En esta sociedad neocolonial, al igual que lo fue en la anterior, la protección de las leyes, de la constitucionalidad, de los derechos humanos y de la democracia no se hicieron, sino nominativamente, para el pueblo; la realidad es que son solo una realidad para las élites enriquecidas. Se protegen en ellas y, a partir de las mismas, construyen sus redes de corrupción e impunidad. Son las élites que envían a sus hijos a los Estados Unidos, sin problemas para su entrada, a estudiar en inglés; esas que no se desplazan por las escasas y destrozadas carreteras del país para no contaminarse con la pobreza, sino que llegan a sus fincas en helicópteros para controlar el ritmo de producción o, aquellas que mantienen por igual estrechos lazos con la diplomacia internacional y con el narcotráfico y son parte, a su vez, del amplio entramado de la corrupción sistémica.

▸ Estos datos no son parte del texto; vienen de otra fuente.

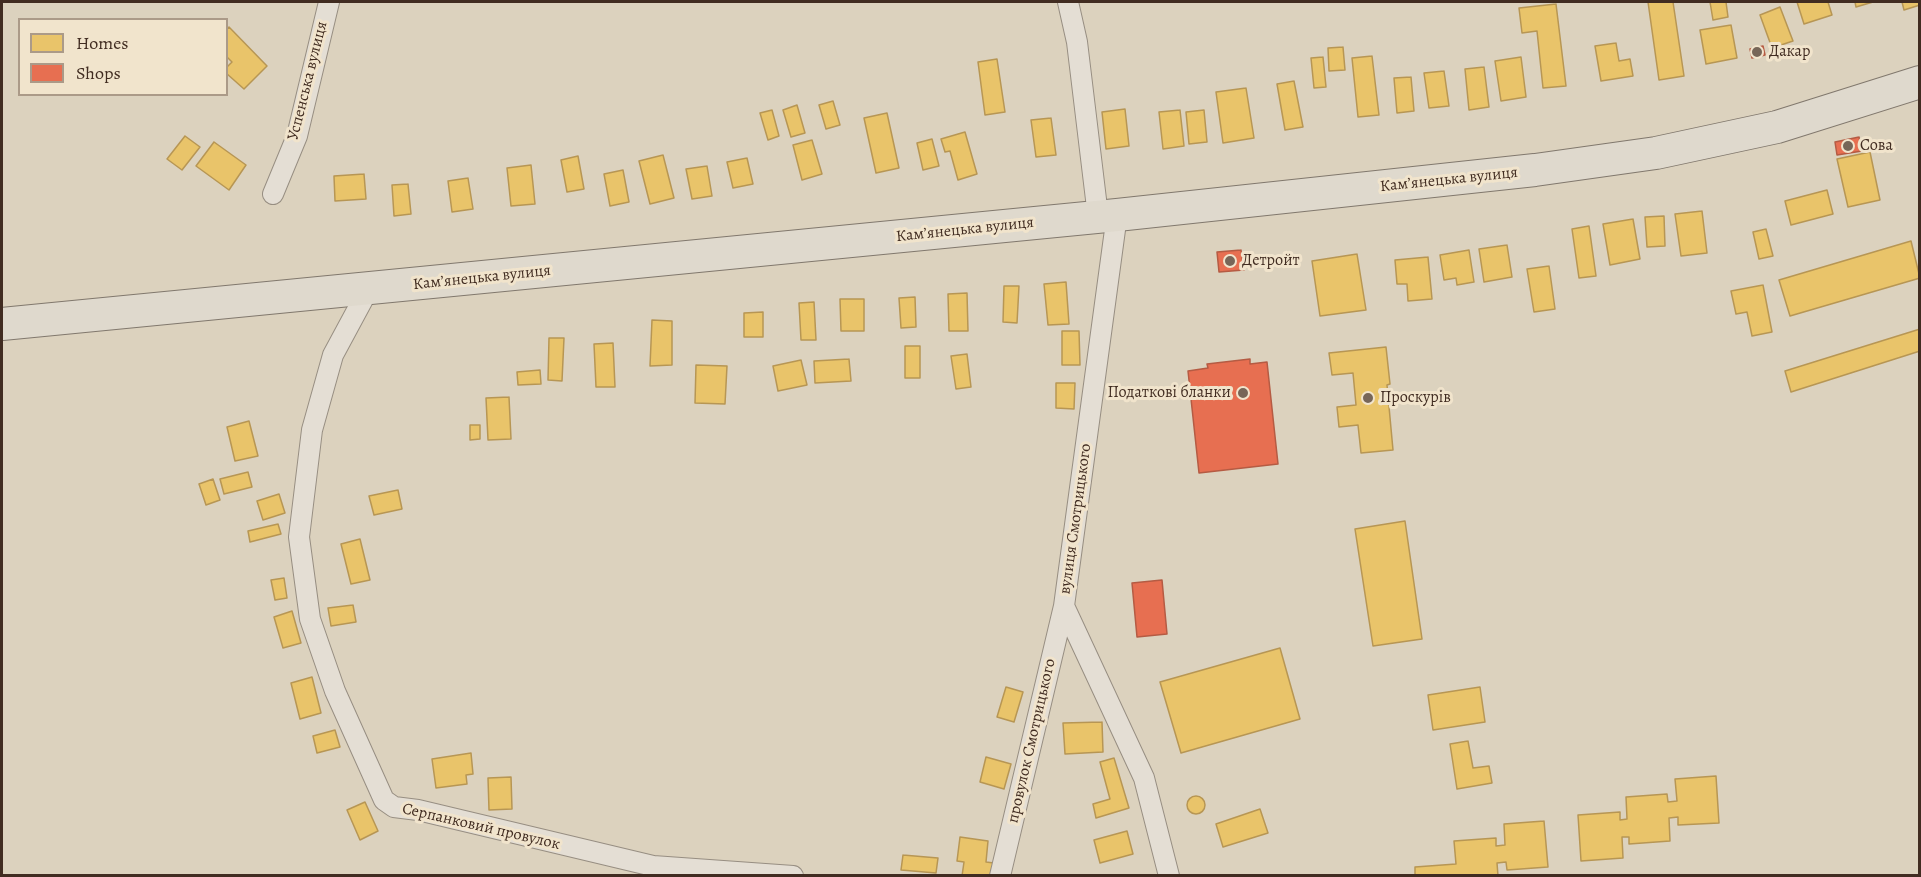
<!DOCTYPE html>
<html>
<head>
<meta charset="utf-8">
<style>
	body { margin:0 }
	#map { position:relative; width:1921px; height:877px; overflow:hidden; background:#dcd2be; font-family:Alegreya,serif }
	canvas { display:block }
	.frame { position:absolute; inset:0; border:3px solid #412c21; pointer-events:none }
	.legend { position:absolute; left:18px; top:18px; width:210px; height:78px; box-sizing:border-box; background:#f1e4cc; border:2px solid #ab9a88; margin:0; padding:8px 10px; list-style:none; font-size:18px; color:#412c21 }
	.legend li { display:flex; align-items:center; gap:12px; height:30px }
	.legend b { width:30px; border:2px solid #ab9a88 }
</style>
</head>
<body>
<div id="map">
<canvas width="1921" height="877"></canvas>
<div class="frame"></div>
<ul class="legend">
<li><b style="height:16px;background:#e9c46a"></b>Homes</li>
<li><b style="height:16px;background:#e76f51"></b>Shops</li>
</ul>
</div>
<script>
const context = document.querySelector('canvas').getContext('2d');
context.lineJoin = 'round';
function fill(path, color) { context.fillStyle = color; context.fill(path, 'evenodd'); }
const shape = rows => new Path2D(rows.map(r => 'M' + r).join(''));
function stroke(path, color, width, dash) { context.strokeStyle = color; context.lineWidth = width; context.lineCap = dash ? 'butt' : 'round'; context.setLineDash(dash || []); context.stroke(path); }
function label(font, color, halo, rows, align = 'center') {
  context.font = font + ' Alegreya,serif'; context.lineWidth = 6; context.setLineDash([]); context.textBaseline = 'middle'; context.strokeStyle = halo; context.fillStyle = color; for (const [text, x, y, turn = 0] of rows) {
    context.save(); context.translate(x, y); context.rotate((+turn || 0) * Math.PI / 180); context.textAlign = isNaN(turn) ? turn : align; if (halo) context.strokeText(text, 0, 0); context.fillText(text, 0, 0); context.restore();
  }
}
const homes = shape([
	[1648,2,1673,2,1684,76,1659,80,1648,2],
	[1710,2,1726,2,1728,17,1713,20,1710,2],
	[1797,2,1828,2,1832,15,1804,24,1797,2],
	[1855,2,1873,2,1856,7,1855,2],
	[1902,2,1920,2,1920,5,1904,10,1902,2],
	[1556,4,1566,86,1543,88,1537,31,1522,33,1519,8,1556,4],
	[1780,7,1793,41,1772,48,1760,15,1780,7],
	[1731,25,1737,58,1706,64,1700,30,1731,25],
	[229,27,267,66,244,89,226,73,226,68,232,62,226,56,226,30,229,27],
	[1616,43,1619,61,1630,59,1633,76,1601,81,1595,46,1616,43],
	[1343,47,1345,70,1329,71,1328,48,1343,47],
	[1372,56,1379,115,1358,117,1352,58,1372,56],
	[1323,57,1326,87,1314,88,1311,58,1323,57],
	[1521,57,1526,97,1501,101,1495,61,1521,57],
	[997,59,1005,112,985,115,978,62,997,59],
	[1484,67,1489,107,1469,110,1465,69,1484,67],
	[1444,71,1449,106,1429,108,1424,73,1444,71],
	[1411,77,1414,111,1397,113,1394,78,1411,77],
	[1294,81,1303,127,1285,130,1277,84,1294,81],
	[1246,88,1254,138,1223,143,1216,92,1246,88],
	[833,101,840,125,826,129,819,105,833,101],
	[797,105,805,133,791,137,783,110,797,105],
	[1125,109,1129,146,1106,149,1102,112,1125,109],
	[772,110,779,136,768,140,760,113,772,110],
	[1180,110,1184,146,1163,149,1159,112,1180,110],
	[1204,110,1207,142,1189,144,1186,112,1204,110],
	[887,113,899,168,876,173,864,118,887,113],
	[1051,118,1056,155,1036,157,1031,120,1051,118],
	[965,132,977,174,958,180,950,151,945,152,941,139,965,132],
	[185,136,200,147,182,170,167,159,185,136],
	[932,139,939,166,923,170,917,143,932,139],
	[812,140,822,174,802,180,793,145,812,140],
	[214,142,246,165,229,190,196,166,214,142],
	[1870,152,1880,200,1848,207,1837,159,1870,152],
	[663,155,674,198,650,204,639,161,663,155],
	[578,156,584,189,567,192,561,160,578,156],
	[747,158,753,184,733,188,727,162,747,158],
	[531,165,535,204,511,206,507,168,531,165],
	[707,166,712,196,692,199,686,169,707,166],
	[623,170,629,202,610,206,604,174,623,170],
	[364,174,366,199,335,201,334,176,364,174],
	[468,178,473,209,452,212,448,181,468,178],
	[408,184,411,214,394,216,392,185,408,184],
	[1827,190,1833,214,1791,225,1785,201,1827,190],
	[1702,211,1707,253,1681,256,1675,214,1702,211],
	[1664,216,1665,246,1647,247,1645,217,1664,216],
	[1633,219,1640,259,1610,265,1603,224,1633,219],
	[1589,226,1596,276,1579,278,1572,229,1589,226],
	[1766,229,1773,256,1759,259,1753,232,1766,229],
	[1911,241,1920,278,1790,316,1779,280,1911,241],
	[1507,245,1512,277,1484,282,1479,249,1507,245],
	[1469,250,1474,282,1457,285,1456,278,1444,280,1440,255,1469,250],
	[1357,254,1366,310,1320,316,1312,261,1357,254],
	[1428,257,1432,299,1408,301,1407,284,1397,284,1395,260,1428,257],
	[1549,266,1555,309,1534,312,1527,269,1549,266],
	[1066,282,1069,324,1048,325,1044,284,1066,282],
	[1763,285,1772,332,1752,336,1747,312,1736,314,1731,291,1763,285],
	[1004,286,1019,286,1017,323,1003,322,1004,286],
	[967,293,968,331,949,331,948,294,967,293],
	[915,297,916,327,901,328,899,298,915,297],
	[840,299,864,299,864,331,841,331,840,299],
	[814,302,816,340,801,340,799,303,814,302],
	[763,312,763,337,744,337,744,313,763,312],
	[652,320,672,321,672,365,650,366,652,320],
	[1920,329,1920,351,1791,392,1785,371,1920,329],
	[1062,331,1079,331,1080,365,1062,365,1062,331],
	[549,338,564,338,562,381,548,380,549,338],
	[613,343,615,387,596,387,594,344,613,343],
	[905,346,920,346,920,378,905,378,905,346],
	[1386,347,1390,384,1387,385,1393,450,1361,453,1358,425,1339,427,1337,407,1356,405,1353,373,1332,375,1329,353,1386,347],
	[967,354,971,387,956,389,951,356,967,354],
	[849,359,851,381,815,383,814,361,849,359],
	[801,360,807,385,778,391,773,366,801,360],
	[696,365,727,366,725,404,695,403,696,365],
	[540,370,541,384,518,385,517,372,540,370],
	[1056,383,1075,383,1074,409,1056,408,1056,383],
	[509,397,511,439,488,440,486,398,509,397],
	[249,421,258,456,235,461,227,427,249,421],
	[470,425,480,425,480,439,470,440,470,425],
	[248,472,252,487,224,494,220,479,248,472],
	[213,479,220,500,206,505,199,484,213,479],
	[398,490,402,509,374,515,369,496,398,490],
	[279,494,285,513,263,520,257,501,279,494],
	[1405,521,1422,639,1373,646,1355,529,1405,521],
	[278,524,281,534,250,542,248,531,278,524],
	[360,539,370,580,351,584,341,544,360,539],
	[284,578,287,598,275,600,271,580,284,578],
	[353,605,356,622,331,626,328,608,353,605],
	[292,611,301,643,283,648,274,617,292,611],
	[1280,648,1300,719,1181,753,1160,682,1280,648],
	[312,677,321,713,300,719,291,683,312,677],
	[1006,687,1023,692,1014,722,997,717,1006,687],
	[1480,687,1485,722,1433,730,1428,695,1480,687],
	[1102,722,1103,752,1065,754,1063,723,1102,722],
	[335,730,340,747,317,753,313,736,335,730],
	[1468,741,1473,768,1489,766,1492,783,1457,789,1450,744,1468,741],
	[471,753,473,774,466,775,467,784,436,788,432,759,471,753],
	[986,757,1011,764,1004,789,980,782,986,757],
	[1114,758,1129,808,1096,818,1093,804,1110,799,1100,762,1114,758],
	[1716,776,1719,823,1678,825,1678,817,1669,818,1670,841,1629,844,1629,837,1622,837,1623,858,1581,861,1578,815,1620,812,1620,820,1627,819,1626,797,1667,794,1668,802,1677,801,1675,779,1716,776],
	[511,777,512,809,489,810,488,778,511,777],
	'1187 805a9 9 0 1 1 18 0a9 9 0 1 1-18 0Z',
	[365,802,378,831,360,840,347,810,365,802],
	[1260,809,1268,833,1223,847,1216,824,1260,809],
	[1544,821,1548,867,1507,870,1506,862,1497,863,1498,876,1415,876,1415,867,1456,864,1454,841,1496,838,1496,846,1505,845,1504,824,1544,821],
	[1127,831,1133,854,1100,863,1094,840,1127,831],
	[960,837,988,841,986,862,994,863,992,876,962,876,964,862,957,861,960,837],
	[903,855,938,858,936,873,901,870,903,855]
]);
fill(homes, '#e9c46a');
stroke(homes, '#b79654', 1.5);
const shops = shape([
	[1763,46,1765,55,1752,58,1750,49,1763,46],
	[1859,137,1862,151,1837,155,1835,142,1859,137],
	[1241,250,1244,270,1219,272,1217,252,1241,250],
	[1250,359,1250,364,1267,362,1278,464,1199,473,1188,371,1208,368,1207,364,1250,359],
	[1162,580,1167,634,1137,637,1132,583,1162,580]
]);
fill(shops, '#e76f51');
stroke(shops, '#b55b43', 1.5);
const street = shape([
	[1068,2,1077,42,1098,216],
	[273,194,297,136,329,2],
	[1117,215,1064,606,1144,778,1169,876],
	[368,290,333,355,312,430,299,537,310,619,335,691,384,800,394,807,418,810,653,866,793,876],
	[1000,876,1064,606]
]);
const primary = shape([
	[2,324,1117,215,1535,170,1656,153,1777,127,1920,82]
]);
stroke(street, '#978e82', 22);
stroke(primary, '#81786d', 34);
stroke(street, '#e4ded4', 20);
stroke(primary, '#dfd9cd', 32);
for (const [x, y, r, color] of [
	[1757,52,6,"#776658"],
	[1848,146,6,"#776658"],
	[1230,261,6,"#776658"],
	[1243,393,6,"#776658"],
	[1368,398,6,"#776658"]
]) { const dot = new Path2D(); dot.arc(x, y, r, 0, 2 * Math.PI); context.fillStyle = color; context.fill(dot); stroke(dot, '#f1e4cc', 2); }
label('16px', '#412c21', '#f1e4cc', [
	["Дакар",1769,52],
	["Сова",1860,146],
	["Детройт",1242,261],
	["Податкові бланки",1231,393,"right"],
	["Проскурів",1380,398]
], 'left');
label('16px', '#412c21', '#f1e4cc', [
	["Успенська вулиця",308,81,-76],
	["Камʼянецька вулиця",1449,180,-6],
	["Камʼянецька вулиця",965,230,-6],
	["Камʼянецька вулиця",482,278,-6],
	["вулиця Смотрицького",1076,519,-82],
	["провулок Смотрицького",1032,741,-77],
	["Серпанковий провулок",481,827,13]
]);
</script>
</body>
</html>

En paralelo, se irrespeta en todo tiempo y lugar el derecho a la consulta a las comunidades cuando se van a desarrollar en sus territorios megaproyectos que afectarán de forma determinante a las mismas y se compran autoridades y voluntades con el señuelo de unos pocos billetes o de la promesa de un trabajo temporal en esos proyectos extractivos que atentan contra los territorios. Se criminaliza, encarcela y asesina a líderes y lideresas que se mantienen firmes al lado de sus comunidades en la protesta social. Y esto no es denuncia fácil o vacía. Las diez comunidades de San Juan Sacatepequez llevan más de una década resistiendo contra la instalación fraudulenta de una cementera, propietaria de una de esas ocho familias (Nobelia) que dominan el país, y que hipoteca su vida y desarrollo como comunidades campesinas. Sobre el río Cahabón avanzan los proyectos hidroeléctricos (Renace y Oxec), en los que participa la transnacional española ACS (Florentino Pérez) y que privatiza tierras y aguas a más de treinta mil personas a las que nunca se consultó. En el Quiché los niveles de las aguas freáticas disminuyen día a día suponiendo una restricción brutal para la población y la sequía para cultivos y ganados, todo por la desenfrenada tala de los bosques; la población organizó su propia consulta y se posicionó por la defensa de la vida y el territorio, pero el Estado protege a los madereros. Sipakapa, junto con San Miguel Ixtahuacán son el reflejo de la esquilmación y contaminación dejadas tras doce años de explotación por la minera canadiense Goldcorp, que ha traído la desaparición de los cerros para extraer el oro que se ha llevado a cambio de unos impuestos del 1% a sus ingentes beneficios; a cambio, mercurio y metales pesados en los ríos y arroyos, enfermedades y empobrecimiento para la población de estas comunidades. Y así, el listado puede seguir creciendo hasta niveles increíbles para un país tan pequeño. En El Estor Izabal la transnacional suizo-rusa Solway explota una de las mayores minas de níquel del mundo a costa del ecocidio que supone contaminar el mayor lago del país, lo que afecta a más de cincuenta comunidades ribereñas. Y este caso, al igual que tantos otros, ha traído también muertes y heridos, criminalización de comunicadores populares y compra de voluntades locales y estatales para poder seguir manteniendo la explotación a cualquier costo social.

Lo dicho, el sistema colonial no murió hace doscientos años; al contrario, el sistema neoliberal supone la recuperación de la colonia, traducida en la explotación económica, social y política de las grandes mayorías a cargo hoy no de viejas élites coloniales sino de transnacionales y las pequeñas oligarquías locales.